Four-neutrino oscillation solutions of the solar neutrino problem

Abstract

We present an analysis of the neutrino oscillation solutions of the solar neutrino problem in the framework of four-neutrino mixing where a sterile neutrino is added to the three standard ones. We perform a fit to the full data set corresponding to the 825-day Super-Kamiokande data sample as well as to chlorine, GALLEX, and SAGE and Kamiokande experiments. In our analysis we use all measured total event rates as well as all Super-Kamiokande data on the zenith angle dependence and the recoil electron energy spectrum.

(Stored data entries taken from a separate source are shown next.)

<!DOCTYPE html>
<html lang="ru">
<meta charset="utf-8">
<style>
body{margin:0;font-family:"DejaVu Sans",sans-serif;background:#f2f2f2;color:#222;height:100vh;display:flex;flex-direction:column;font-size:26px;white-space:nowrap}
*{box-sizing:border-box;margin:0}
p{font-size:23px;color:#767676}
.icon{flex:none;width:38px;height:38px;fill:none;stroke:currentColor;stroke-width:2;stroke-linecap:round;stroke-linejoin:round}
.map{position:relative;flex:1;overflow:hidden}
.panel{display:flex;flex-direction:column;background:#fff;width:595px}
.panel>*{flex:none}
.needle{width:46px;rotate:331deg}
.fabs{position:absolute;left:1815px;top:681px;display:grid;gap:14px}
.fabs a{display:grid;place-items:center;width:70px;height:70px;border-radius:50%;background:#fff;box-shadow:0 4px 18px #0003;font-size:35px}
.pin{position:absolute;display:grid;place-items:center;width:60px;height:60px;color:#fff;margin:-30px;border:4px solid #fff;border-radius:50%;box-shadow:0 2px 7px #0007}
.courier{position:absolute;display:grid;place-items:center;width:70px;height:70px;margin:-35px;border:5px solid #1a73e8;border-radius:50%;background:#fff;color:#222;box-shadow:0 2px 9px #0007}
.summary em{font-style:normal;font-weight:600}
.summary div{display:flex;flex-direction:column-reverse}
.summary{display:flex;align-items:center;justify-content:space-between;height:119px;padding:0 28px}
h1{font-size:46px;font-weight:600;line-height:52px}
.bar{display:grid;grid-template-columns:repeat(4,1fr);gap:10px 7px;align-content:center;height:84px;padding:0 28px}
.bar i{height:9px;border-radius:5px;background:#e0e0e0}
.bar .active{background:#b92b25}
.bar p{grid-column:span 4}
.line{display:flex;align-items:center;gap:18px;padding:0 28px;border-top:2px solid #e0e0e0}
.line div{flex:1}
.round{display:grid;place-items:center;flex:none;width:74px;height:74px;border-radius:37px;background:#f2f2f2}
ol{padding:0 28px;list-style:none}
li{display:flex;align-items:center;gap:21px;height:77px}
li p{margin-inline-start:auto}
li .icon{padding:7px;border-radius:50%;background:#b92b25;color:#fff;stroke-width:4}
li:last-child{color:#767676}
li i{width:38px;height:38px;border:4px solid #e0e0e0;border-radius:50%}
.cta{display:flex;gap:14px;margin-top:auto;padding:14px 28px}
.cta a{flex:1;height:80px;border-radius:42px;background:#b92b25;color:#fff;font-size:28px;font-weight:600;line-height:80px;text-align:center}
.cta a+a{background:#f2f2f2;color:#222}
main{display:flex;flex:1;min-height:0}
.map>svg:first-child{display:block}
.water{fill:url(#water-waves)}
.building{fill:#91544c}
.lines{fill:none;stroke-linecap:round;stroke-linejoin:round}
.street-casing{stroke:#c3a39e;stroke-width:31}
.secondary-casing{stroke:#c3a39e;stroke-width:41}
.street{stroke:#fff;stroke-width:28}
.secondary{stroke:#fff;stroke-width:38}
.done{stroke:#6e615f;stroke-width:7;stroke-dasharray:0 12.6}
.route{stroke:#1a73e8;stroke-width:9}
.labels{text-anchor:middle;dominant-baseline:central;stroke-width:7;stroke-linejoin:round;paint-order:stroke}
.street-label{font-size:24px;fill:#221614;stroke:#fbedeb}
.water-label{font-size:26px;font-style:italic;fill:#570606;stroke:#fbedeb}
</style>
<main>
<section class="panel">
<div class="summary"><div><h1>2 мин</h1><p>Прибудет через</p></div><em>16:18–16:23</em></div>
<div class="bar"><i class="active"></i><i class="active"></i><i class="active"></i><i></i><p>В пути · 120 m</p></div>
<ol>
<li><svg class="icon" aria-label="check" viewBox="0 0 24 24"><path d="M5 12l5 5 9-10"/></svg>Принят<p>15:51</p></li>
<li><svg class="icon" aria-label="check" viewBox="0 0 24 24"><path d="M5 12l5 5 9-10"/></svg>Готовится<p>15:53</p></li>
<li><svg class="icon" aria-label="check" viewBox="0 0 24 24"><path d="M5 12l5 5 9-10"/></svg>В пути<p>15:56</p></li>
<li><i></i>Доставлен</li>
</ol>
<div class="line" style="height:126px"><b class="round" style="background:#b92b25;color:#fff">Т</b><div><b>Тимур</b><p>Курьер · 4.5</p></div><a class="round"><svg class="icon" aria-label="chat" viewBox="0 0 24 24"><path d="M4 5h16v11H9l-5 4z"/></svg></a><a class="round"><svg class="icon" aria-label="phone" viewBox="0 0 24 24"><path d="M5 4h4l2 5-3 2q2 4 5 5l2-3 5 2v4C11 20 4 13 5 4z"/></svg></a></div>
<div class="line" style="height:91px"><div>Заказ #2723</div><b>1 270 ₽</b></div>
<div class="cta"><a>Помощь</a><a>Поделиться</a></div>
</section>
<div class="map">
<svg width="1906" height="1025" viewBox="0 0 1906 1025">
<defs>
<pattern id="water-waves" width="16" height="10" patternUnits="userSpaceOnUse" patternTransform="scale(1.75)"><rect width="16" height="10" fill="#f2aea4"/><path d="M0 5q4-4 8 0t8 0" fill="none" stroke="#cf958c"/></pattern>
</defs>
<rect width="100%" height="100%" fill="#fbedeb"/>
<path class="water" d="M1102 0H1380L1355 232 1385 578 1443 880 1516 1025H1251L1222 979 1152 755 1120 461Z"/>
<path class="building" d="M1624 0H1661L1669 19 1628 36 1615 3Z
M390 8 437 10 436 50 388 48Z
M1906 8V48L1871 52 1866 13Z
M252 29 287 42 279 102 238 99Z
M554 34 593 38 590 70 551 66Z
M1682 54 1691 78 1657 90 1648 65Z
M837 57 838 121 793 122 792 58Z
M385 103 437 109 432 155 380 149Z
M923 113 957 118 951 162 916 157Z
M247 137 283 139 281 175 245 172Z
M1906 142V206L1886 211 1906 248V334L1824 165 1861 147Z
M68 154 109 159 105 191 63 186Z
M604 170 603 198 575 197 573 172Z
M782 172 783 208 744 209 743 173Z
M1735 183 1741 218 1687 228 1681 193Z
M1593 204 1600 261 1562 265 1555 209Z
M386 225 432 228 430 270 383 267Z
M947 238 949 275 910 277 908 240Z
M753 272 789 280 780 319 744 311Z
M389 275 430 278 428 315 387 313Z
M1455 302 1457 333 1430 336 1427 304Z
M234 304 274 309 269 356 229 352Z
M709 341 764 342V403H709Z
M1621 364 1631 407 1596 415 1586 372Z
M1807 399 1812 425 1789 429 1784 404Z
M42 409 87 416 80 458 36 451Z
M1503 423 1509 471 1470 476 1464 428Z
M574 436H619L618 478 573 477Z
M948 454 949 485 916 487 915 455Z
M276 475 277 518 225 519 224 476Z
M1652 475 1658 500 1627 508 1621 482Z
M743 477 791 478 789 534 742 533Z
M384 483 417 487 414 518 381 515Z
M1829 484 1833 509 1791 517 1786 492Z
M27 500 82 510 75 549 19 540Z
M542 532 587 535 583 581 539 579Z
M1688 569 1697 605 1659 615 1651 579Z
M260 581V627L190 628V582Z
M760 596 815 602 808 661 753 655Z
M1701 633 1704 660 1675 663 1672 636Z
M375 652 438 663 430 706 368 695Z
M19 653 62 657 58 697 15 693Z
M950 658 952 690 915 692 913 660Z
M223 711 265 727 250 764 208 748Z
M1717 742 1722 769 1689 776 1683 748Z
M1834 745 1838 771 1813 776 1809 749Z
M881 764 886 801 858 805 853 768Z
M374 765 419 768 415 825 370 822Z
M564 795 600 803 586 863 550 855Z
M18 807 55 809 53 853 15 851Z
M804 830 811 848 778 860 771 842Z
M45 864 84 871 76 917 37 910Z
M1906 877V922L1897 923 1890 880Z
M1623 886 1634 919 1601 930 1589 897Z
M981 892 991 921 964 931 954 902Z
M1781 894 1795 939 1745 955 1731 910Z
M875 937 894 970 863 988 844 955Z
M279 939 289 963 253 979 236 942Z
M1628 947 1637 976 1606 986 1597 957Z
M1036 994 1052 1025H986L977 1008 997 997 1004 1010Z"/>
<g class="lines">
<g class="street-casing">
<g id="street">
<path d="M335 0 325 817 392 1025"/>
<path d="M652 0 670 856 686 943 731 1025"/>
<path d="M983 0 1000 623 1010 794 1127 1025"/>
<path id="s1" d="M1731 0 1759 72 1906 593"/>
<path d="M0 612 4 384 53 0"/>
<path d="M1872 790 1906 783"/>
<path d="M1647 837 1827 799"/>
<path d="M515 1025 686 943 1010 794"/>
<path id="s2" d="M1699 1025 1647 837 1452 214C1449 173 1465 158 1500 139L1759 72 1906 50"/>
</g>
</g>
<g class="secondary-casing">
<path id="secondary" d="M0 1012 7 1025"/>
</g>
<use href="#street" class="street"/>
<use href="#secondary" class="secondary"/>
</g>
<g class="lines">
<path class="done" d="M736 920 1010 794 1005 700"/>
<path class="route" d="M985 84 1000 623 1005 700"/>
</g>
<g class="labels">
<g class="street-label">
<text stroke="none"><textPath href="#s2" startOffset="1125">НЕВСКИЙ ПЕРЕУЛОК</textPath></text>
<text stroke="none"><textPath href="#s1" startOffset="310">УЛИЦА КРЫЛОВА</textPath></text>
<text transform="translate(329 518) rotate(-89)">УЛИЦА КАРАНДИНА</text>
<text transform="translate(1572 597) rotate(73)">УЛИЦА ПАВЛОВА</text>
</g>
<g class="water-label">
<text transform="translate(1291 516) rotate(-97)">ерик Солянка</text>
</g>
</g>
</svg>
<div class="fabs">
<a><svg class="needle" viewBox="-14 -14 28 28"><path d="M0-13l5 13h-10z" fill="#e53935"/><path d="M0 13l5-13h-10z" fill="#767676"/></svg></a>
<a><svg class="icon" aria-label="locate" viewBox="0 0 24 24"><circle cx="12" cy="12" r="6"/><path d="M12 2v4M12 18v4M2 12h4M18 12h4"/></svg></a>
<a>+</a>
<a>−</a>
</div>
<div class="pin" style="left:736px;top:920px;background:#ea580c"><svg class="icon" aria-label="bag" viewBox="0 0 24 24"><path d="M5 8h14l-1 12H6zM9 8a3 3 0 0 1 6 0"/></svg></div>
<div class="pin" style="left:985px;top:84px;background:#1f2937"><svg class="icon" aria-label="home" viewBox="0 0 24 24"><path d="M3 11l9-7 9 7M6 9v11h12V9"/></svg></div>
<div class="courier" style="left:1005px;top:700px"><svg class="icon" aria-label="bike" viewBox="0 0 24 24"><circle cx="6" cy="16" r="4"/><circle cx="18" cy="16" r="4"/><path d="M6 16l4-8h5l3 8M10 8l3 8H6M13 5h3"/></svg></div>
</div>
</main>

We consider both transitions via the Mikheyev-Smirnov-Wolfenstein (MSW) mechanism as well as oscillations in vacuum (just-so) and find the allowed solutions for different values of the additional mixing angles. This framework permits transitions into active or sterile neutrinos controlled by the additional parameter ${\cos }^2\left({\vartheta }_{23}\right){\cos }^2\left({\vartheta }_{24}\right)$ and contains as limiting cases the pure ${\nu }_e$-active and ${\nu }_e$-sterile neutrino oscillations. We discuss the maximum allowed values of this additional mixing parameter for the different solutions. As a particularity, we also show that for MSW transitions there are solutions at 99% C.L. at ${\vartheta }_{12}$ mixing angles greater than $\pi /4\mathrm{}$ and that the best-fit point for the zenith angle distribution is in the second octant.